_Task prompt:_ In the records that follow, find each line with the word "linecap" and copy it.

_Records provided:_
-------
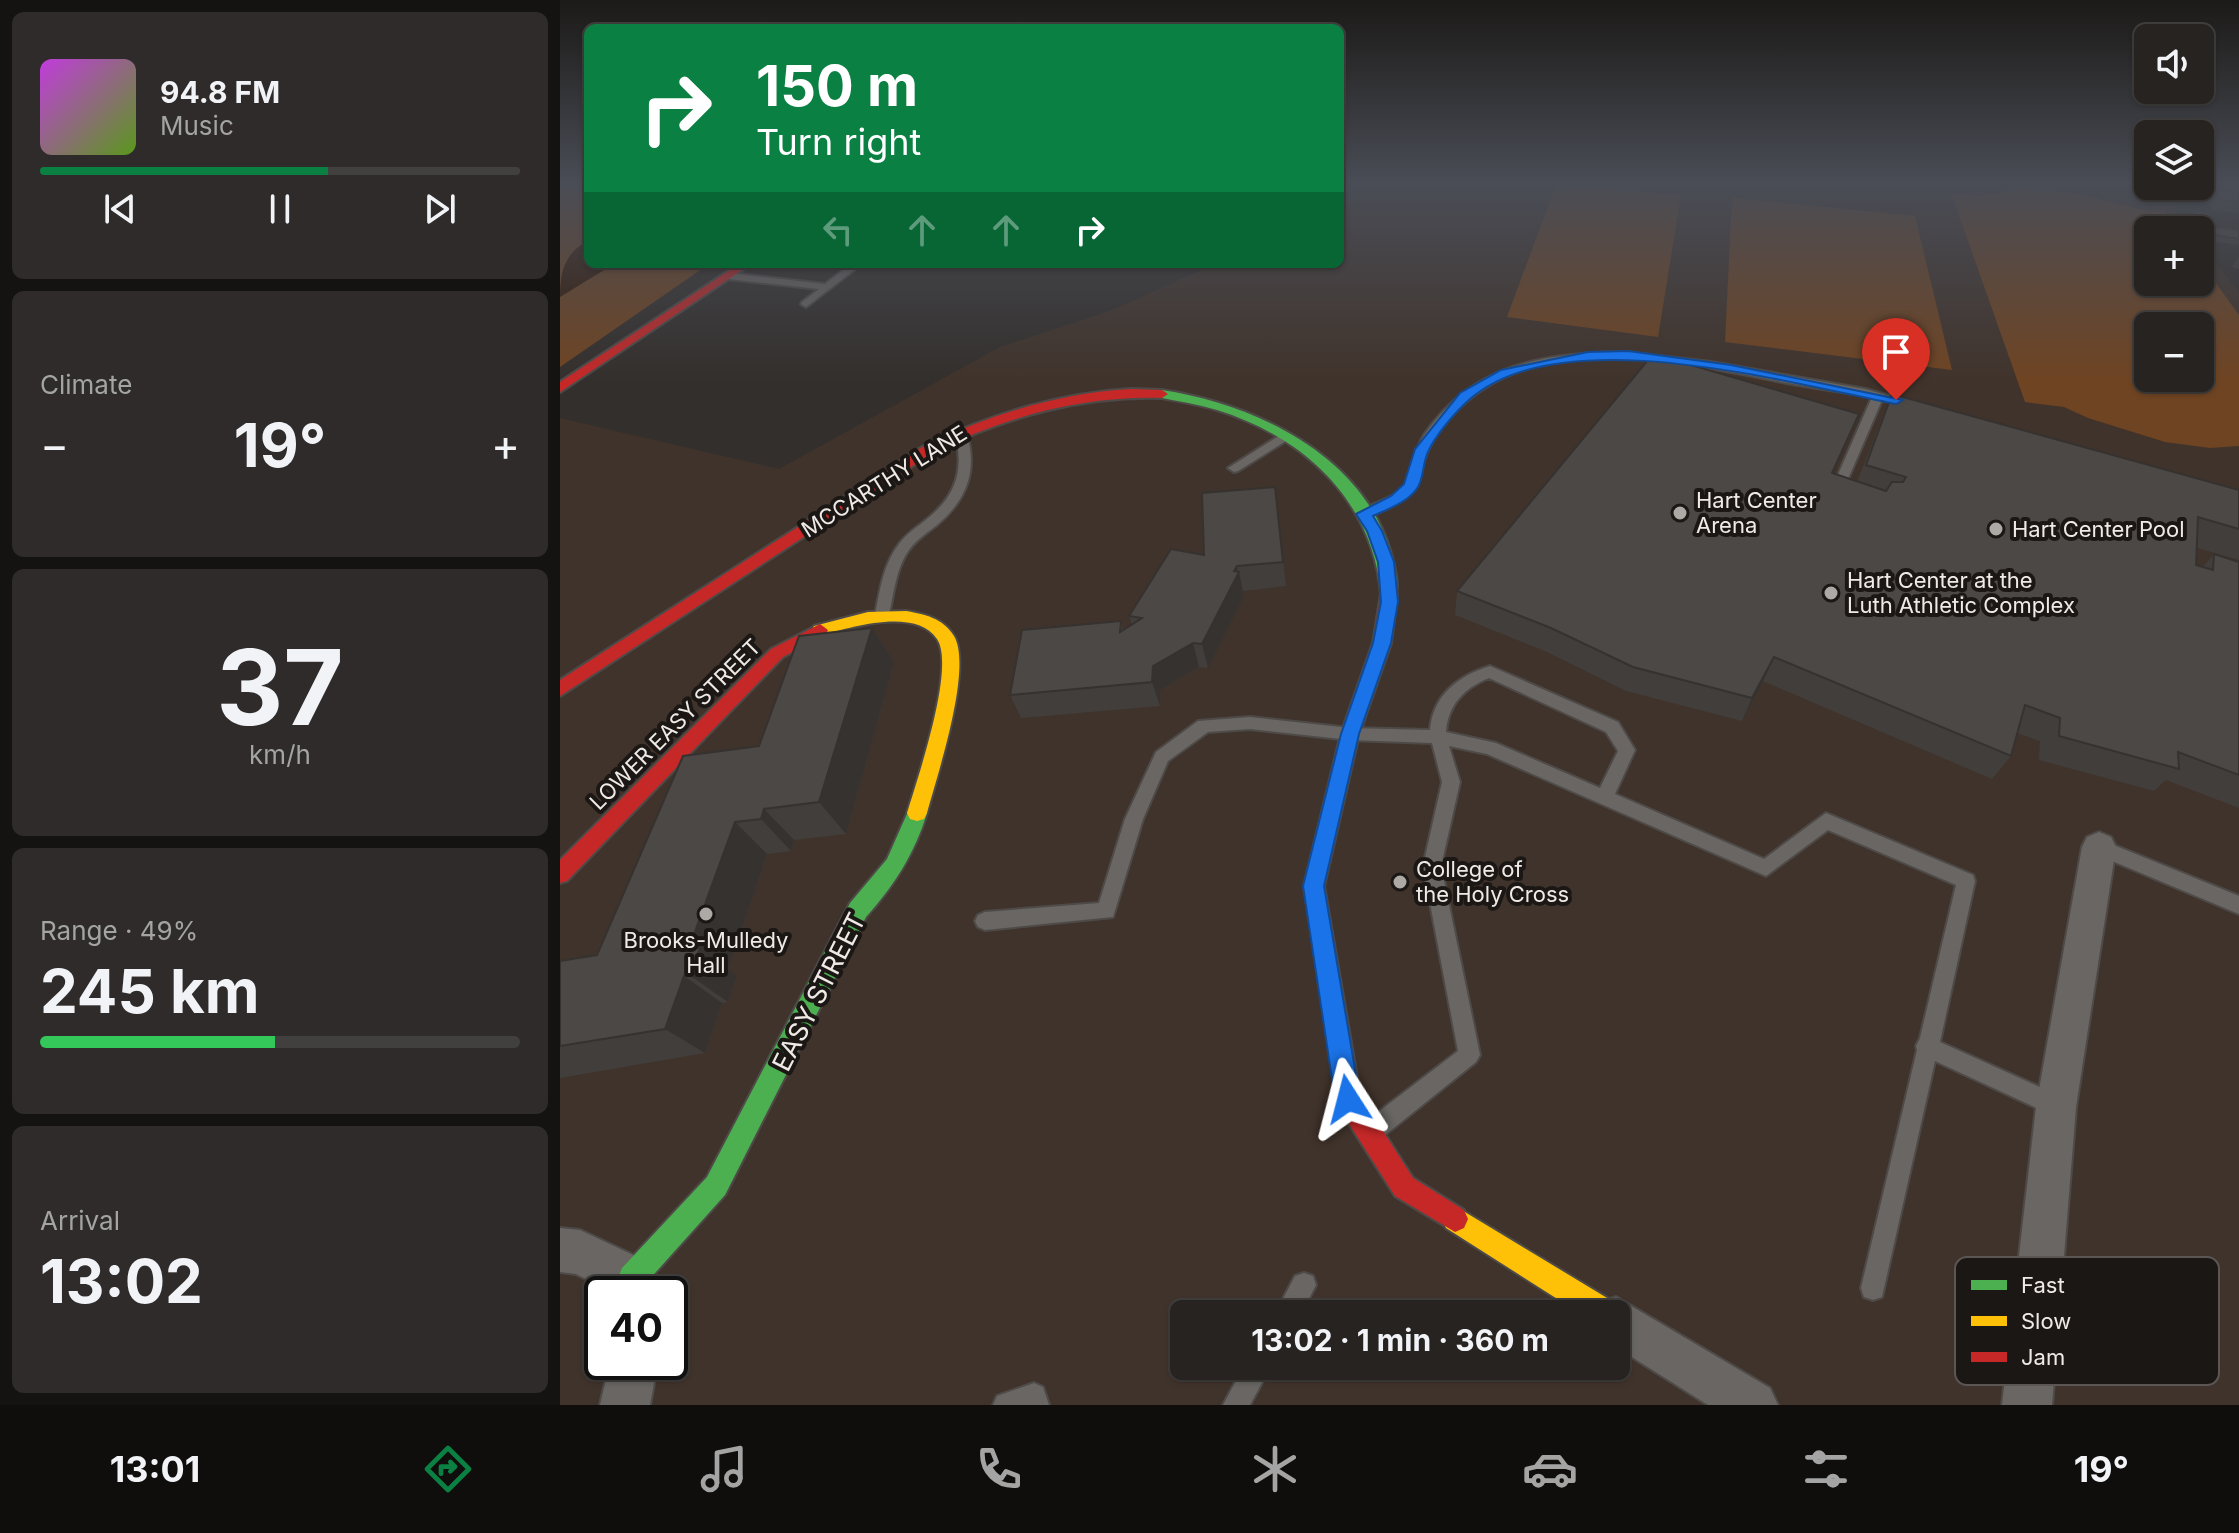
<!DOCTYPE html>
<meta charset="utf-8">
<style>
:root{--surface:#262321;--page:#2e2b2a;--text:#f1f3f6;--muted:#a4a4a5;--line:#42403f;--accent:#0b8043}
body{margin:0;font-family:Inter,sans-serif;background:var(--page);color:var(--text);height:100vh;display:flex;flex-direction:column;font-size:30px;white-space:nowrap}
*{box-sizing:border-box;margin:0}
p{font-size:26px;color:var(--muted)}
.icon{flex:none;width:44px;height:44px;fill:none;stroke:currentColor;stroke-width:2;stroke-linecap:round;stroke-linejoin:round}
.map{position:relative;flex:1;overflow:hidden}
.sheet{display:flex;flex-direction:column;gap:12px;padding:12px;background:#151312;width:560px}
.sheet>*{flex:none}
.guide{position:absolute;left:24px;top:24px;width:760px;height:244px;border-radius:12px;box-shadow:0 2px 6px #0004,0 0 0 2px var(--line);background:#0b8043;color:#fff;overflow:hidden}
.buttons{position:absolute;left:1574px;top:24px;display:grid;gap:16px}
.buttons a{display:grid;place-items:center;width:80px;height:80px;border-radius:12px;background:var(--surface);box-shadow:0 2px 6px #0004,0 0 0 2px var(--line);font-size:40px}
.speed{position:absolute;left:24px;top:1276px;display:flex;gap:16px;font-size:40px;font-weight:700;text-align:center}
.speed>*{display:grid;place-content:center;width:104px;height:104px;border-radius:50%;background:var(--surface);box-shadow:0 2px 6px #0004,0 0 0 2px var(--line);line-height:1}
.speed .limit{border:4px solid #111;border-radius:12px;background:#fff;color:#111}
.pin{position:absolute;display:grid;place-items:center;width:68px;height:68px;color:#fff;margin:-82px -34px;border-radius:50% 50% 50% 0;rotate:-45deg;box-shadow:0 0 8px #0007}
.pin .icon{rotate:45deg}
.me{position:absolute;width:88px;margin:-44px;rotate:351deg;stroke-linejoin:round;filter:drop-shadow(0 0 6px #0008)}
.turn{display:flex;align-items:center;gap:28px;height:168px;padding:0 40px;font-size:36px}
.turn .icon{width:104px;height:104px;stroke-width:2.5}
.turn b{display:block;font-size:56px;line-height:68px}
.lanes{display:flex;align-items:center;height:76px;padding:0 40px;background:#0003;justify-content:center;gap:40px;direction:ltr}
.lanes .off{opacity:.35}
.big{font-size:60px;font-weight:700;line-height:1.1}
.sheet .card{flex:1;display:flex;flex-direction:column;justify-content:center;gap:12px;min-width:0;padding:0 28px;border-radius:12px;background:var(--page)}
.sheet .dial{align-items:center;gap:0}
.dial b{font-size:104px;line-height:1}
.song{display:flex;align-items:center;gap:24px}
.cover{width:96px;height:96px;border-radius:12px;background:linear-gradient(135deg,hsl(290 70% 55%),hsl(90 70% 35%))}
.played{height:8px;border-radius:4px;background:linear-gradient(90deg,var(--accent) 60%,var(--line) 60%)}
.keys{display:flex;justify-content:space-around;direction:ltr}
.heat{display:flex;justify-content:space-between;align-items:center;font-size:44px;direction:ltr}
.charge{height:12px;border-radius:6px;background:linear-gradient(90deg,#34c759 49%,var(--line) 0)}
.trip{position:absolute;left:610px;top:1300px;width:460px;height:80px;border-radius:12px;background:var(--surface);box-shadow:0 2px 6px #0004,0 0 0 2px var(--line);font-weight:700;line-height:80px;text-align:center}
.tabs{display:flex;height:128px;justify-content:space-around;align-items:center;background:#0f0e0d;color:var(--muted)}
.tabs .icon{width:56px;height:56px}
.tabs .on{color:var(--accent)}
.tabs b{font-size:36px;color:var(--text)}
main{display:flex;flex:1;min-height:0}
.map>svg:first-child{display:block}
</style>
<main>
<section class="sheet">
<div class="card">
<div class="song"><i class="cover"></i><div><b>94.8 FM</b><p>Music</p></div></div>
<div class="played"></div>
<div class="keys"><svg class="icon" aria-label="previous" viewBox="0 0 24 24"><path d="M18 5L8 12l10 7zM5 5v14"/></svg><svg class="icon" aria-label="pause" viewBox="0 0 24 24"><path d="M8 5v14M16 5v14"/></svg><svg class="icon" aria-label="next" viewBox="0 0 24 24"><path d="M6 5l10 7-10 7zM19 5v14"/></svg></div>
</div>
<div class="card"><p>Climate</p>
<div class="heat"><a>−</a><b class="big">19°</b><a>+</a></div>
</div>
<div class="card dial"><b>37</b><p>km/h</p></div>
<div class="card"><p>Range · 49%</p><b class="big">245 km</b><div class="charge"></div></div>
<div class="card"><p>Arrival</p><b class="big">13:02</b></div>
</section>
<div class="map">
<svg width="1679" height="1405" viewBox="0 0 1679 1405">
<rect width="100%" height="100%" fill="#332f2c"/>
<path fill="#40332b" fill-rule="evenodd" d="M805 185 1597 186 1631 230H1588V282H1640V242L1679 292V1405H0V418L219 469 440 347 552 310 655 264H780V201ZM1588 326H1640V378H1588ZM42 1294H110V1362H42ZM624 1314H1056V1366H624Z"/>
<g fill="#6f4422" fill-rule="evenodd">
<path d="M0 185H28V264H149L0 367Z"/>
<path d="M996 185 1121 195 1098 337 947 317Z"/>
<path d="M1458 189 1516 193 1587 211 1605 212 1618 230H1588V282H1640V261L1679 315V446L1650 448 1605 442 1528 418 1504 407 1465 402 1391 193 1420 196ZM1640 326V378H1588V326Z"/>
<path d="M1172 198 1355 216 1392 370 1165 342Z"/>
</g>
<path fill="#321704" d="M28 241V264H54L0 297C0 273 4 253 28 241Z"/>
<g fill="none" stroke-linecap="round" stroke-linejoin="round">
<defs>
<g id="lane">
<path d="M291 264H302L246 307 241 304 242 302 259 289 168 279 163 276 168 273 265 284Z"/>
<path d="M1064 352 1151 362 1305 389 1355 403 1349 407 1322 400 1282 493 1276 497 1270 493 1312 397C1284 392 1255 388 1227 383 1141 366 1029 339 945 377 916 390 893 411 876 436 852 471 871 490 822 511 814 515 808 518 799 517L797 514C810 502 832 501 844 486 854 473 853 452 864 435 913 364 983 353 1064 352Z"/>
<path d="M400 427 406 431C418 469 408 499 377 525 367 533 357 539 349 550 336 568 334 593 329 615L327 619H317L315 615C320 590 323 565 339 544 346 534 357 527 367 519 397 495 405 468 394 431Z"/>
<path d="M725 432 731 436 729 439 678 471 674 472 668 468Z"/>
<path d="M930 666 1058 722 1075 750 1055 794 1204 859 1266 813 1413 875 1415 881 1380 1042 1504 1098 1507 1106 1504 1114 1496 1117 1375 1061 1322 1297 1313 1300 1304 1297 1301 1288 1357 1050 1356 1046 1360 1038 1396 885 1268 830 1206 876 927 754 889 746 900 782 881 866 920 1055 916 1062 825 1135 817 1138 809 1135 806 1127 809 1119 898 1051 863 866 882 782 872 743 790 740 690 729 648 732 608 761 583 819 553 917 425 930 418 927 415 921 418 915 425 912 539 903 565 819 596 752 638 721 690 717 790 728 870 730C873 695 898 676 930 666ZM929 678 1046 732 1058 751 1040 788 936 743 886 732C888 705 904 688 929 678Z"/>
<path d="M1539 839 1679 896V914L1533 853 1530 847 1533 841Z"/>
<path d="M744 1273 753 1276 756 1285 741 1314H715L735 1276Z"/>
<path d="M684 1366H711L690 1405H663Z"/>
<path d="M474 1383 483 1387 489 1405H433L437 1396Z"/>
</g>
<g id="street">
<path d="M1539 832 1551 837 1556 847 1516 1107 1492 1405H1442L1476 1107 1522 847 1527 837Z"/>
<path d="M0 1228 20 1230 88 1262 95 1278 88 1294H56L16 1274 0 1272Z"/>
<path d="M1056 1297 1210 1388 1218 1405H1148L1056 1347V1314H1035L1039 1303Z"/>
<path d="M50 1362H98L90 1405H40Z"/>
</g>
<g id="fast">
<path d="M602 390C694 404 801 454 830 550 834 564 840 585 835 598L829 600 821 594C812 500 744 437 657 410 637 404 617 401 597 397L596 394Z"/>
<path d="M357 805 364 807 367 813C355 853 334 886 306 917L165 1195 87 1282 89 1294H61L58 1278 62 1268 147 1177 290 903 327 859 350 807Z"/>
</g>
<g id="slow">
<path d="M346 611C364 614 383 618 394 636 413 668 377 776 367 813L364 819 357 821 350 819 347 813C357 780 396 667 377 639 356 607 290 627 260 636L252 630 254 626 308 612Z"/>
<path d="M895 1206 1057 1304 1061 1314 1057 1324 1056 1314H1021L886 1228 882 1219 886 1210Z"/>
</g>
<g id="jam">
<path d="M179 264H191L0 392V382Z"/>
<path d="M571 389 602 390 608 394 602 398C521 396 450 416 377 450L0 696V680L367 444C433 414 499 393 571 389Z"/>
<path d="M829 588 837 594 831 643 799 734 764 886 800 1095 853 1178 904 1210 908 1219 904 1228 895 1232 835 1196 779 1108 744 886 781 734 813 643 821 594Z"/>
<path d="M260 624 268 630 266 634 223 657 7 881 0 883V860L211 649Z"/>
</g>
</defs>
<use href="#lane" stroke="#4d4a48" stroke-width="4"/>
<use href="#street" stroke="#4d4a48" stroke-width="4"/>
<use href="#fast" stroke="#4d4a48" stroke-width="4"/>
<use href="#slow" stroke="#4d4a48" stroke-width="4"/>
<use href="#jam" stroke="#4d4a48" stroke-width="4"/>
<use href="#lane" fill="#696663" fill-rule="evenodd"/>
<use href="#street" fill="#696663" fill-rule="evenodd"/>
<use href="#fast" fill="#4caf50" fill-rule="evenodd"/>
<use href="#slow" fill="#ffc107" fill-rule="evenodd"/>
<use href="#jam" fill="#c62828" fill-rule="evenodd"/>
</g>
<g fill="#413e3b">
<path d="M1665 185H1679V213L1654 211 1646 201 1653 190 1665 191 1663 189Z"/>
<path d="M1633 211 1654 220 1651 225 1636 224 1630 217Z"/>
<path d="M1650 226 1679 230V245L1650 241 1647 232Z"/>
<path d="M1678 257H1679V269L1672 267Z"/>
<path d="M1332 394 1679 490V560L1637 548 1636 565 1643 567 1654 554 1679 562V808L1606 780 1594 791 1479 760 1480 741 1457 733 1451 756 1432 779 1203 681 1182 721 1066 691 987 652 895 615 897 591 1272 474 1297 482 1322 418Z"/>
<path d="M715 487 726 586 683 591 684 596 648 668 639 667 600 690V706L461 718 450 695 561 621 563 630 572 625 569 616 644 555Z"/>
<path d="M312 628 334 662 286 834 234 840 231 851 207 854 168 969 177 975 168 1002 162 1003 145 1053 0 1078V961L37 955Z"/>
</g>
<g fill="#353230">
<path d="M677 566 678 574 679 572 684 596 648 668 642 644Z"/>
<path d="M312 628 334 662 286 834 259 802Z"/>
<path d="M633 643 639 667 600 690V706L592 682 593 666Z"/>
<path d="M1214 657 1203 681 1182 721 1192 698Z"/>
<path d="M204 809 234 840 231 851 201 819Z"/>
<path d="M175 822 207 854 168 969 177 975 168 1002 131 976 129 948Z"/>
<path d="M124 976 162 1003 145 1053 105 1029Z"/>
</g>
<g fill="#4c4845" stroke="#353230" stroke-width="2">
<path d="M1668 185H1679V192L1672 191Z"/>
<path d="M1653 190 1679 192V202L1661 200Z"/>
<path d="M1633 211 1648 212 1654 220 1640 219Z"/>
<path d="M1650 226 1679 230V239L1654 235Z"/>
<path d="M1093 354 1299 414 1272 473 1326 491 1332 482H1343L1346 477 1306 465 1332 394 1679 490V529L1638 517 1636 565 1653 570 1654 554 1679 562V775L1618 752 1619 769 1499 736 1500 718 1465 705 1451 756 1214 657 1192 698 1073 667 991 628 897 591Z"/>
<path d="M715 487 723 562 677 566 674 571 679 572 642 644 633 643 593 666 592 682 450 695 462 630 561 621 560 632 582 618 569 616 611 549 644 555 642 493Z"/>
<path d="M312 628 259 802 204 809 201 819 175 822 129 948 140 947 131 976H124L105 1029 0 1046V961L37 955 123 756 199 746 239 636Z"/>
</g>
<linearGradient id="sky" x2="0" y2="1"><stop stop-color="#1c1a18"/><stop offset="0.48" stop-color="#4a4d56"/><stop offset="1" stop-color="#4a4d56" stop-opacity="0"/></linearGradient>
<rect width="1679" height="382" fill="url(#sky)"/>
<path fill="#1a73e8" stroke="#114b97" stroke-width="2" d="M1068 351 1171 365 1343 400 1336 404C1227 383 1002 319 910 399 896 411 875 436 868 452 863 462 864 476 858 487 849 502 828 509 813 516L822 531 834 562 838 602 831 643 799 734 764 886 800 1099 797 1108 788 1111 779 1108 775 1099 743 886 781 734 813 643 821 602 818 562 807 531 796 514 831 496 844 484 855 449 900 393 941 370 1028 352Z"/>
<g fill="#ada9a5" stroke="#1b1715" stroke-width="3">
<circle cx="1120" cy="513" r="8"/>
<circle cx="1436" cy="529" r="8"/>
<circle cx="1271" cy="593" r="8"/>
<circle cx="840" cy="882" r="8"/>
<circle cx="146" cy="914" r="8"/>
</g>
<g text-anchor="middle" stroke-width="8" stroke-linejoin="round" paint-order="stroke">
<g font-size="22" fill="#efeae6" stroke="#1b1715">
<text transform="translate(324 481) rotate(-32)" y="8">MCCARTHY LANE</text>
<text transform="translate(115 724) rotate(-45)" y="8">LOWER EASY STREET</text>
</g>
<g font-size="22" fill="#efeae6" stroke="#1b1715" text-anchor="start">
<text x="1136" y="508">Hart Center<tspan x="1136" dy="25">Arena</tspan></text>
<text x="1452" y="537">Hart Center Pool</text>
<text x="1287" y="588">Hart Center at the<tspan x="1287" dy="25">Luth Athletic Complex</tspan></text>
<text x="856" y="877">College of<tspan x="856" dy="25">the Holy Cross</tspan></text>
<text x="146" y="948" text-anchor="middle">Brooks-Mulledy<tspan x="146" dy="25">Hall</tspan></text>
</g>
<g font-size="26" fill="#efeae6" stroke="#1b1715">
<text transform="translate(259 992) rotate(-63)" y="9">EASY STREET</text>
</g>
</g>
<rect x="1395" y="1257" width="264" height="128" rx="12" fill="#1b1715" stroke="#5b5654" stroke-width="2"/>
<rect x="1411" y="1280" width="36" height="10" fill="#4caf50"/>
<rect x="1411" y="1316" width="36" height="10" fill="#ffc107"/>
<rect x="1411" y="1352" width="36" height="10" fill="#c62828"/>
<g font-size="22" fill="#efeae6">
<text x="1461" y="1293">Fast</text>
<text x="1461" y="1329">Slow</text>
<text x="1461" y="1365">Jam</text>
</g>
</svg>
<div class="buttons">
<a><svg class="icon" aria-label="sound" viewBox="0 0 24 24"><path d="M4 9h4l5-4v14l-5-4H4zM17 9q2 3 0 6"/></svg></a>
<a><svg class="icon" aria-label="layers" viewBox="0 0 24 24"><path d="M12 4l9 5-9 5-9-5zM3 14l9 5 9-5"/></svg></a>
<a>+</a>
<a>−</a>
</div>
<div class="speed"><div class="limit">40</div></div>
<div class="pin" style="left:1336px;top:400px;background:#d93025"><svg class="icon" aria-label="arrive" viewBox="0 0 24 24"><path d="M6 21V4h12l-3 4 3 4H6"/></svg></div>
<svg class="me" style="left:788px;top:1099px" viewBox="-20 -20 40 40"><path d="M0-17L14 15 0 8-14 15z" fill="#1a73e8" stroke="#fff" stroke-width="4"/></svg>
<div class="trip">13:02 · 1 min · 360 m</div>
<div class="guide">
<div class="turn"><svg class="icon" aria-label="right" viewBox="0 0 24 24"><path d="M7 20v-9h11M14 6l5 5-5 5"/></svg><div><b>150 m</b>Turn right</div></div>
<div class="lanes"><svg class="icon off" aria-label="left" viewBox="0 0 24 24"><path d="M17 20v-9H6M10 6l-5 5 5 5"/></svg><svg class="icon off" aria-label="ahead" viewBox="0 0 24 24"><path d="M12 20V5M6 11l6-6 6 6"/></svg><svg class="icon off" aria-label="ahead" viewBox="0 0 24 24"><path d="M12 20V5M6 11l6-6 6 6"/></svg><svg class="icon" aria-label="right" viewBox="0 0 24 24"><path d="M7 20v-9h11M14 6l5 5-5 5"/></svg></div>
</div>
</div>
</main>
<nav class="tabs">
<b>13:01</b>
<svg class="icon on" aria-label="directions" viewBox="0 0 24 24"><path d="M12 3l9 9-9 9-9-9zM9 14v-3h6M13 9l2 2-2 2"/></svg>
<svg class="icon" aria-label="music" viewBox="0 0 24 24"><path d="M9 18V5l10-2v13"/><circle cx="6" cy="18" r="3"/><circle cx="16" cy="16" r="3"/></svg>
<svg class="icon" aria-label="phone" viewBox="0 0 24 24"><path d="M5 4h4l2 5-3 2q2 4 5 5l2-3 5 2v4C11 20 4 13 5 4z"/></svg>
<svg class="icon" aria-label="climate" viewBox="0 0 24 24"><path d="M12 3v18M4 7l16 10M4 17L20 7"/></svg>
<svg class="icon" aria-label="car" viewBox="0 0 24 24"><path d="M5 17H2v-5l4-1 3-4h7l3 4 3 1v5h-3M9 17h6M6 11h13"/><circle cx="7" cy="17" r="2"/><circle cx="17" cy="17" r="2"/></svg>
<svg class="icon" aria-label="filters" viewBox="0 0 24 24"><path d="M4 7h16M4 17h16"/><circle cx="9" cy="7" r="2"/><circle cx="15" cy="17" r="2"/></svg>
<b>19°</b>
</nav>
-------
_Solution to this problem:_
.icon{flex:none;width:44px;height:44px;fill:none;stroke:currentColor;stroke-width:2;stroke-linecap:round;stroke-linejoin:round}
<g fill="none" stroke-linecap="round" stroke-linejoin="round">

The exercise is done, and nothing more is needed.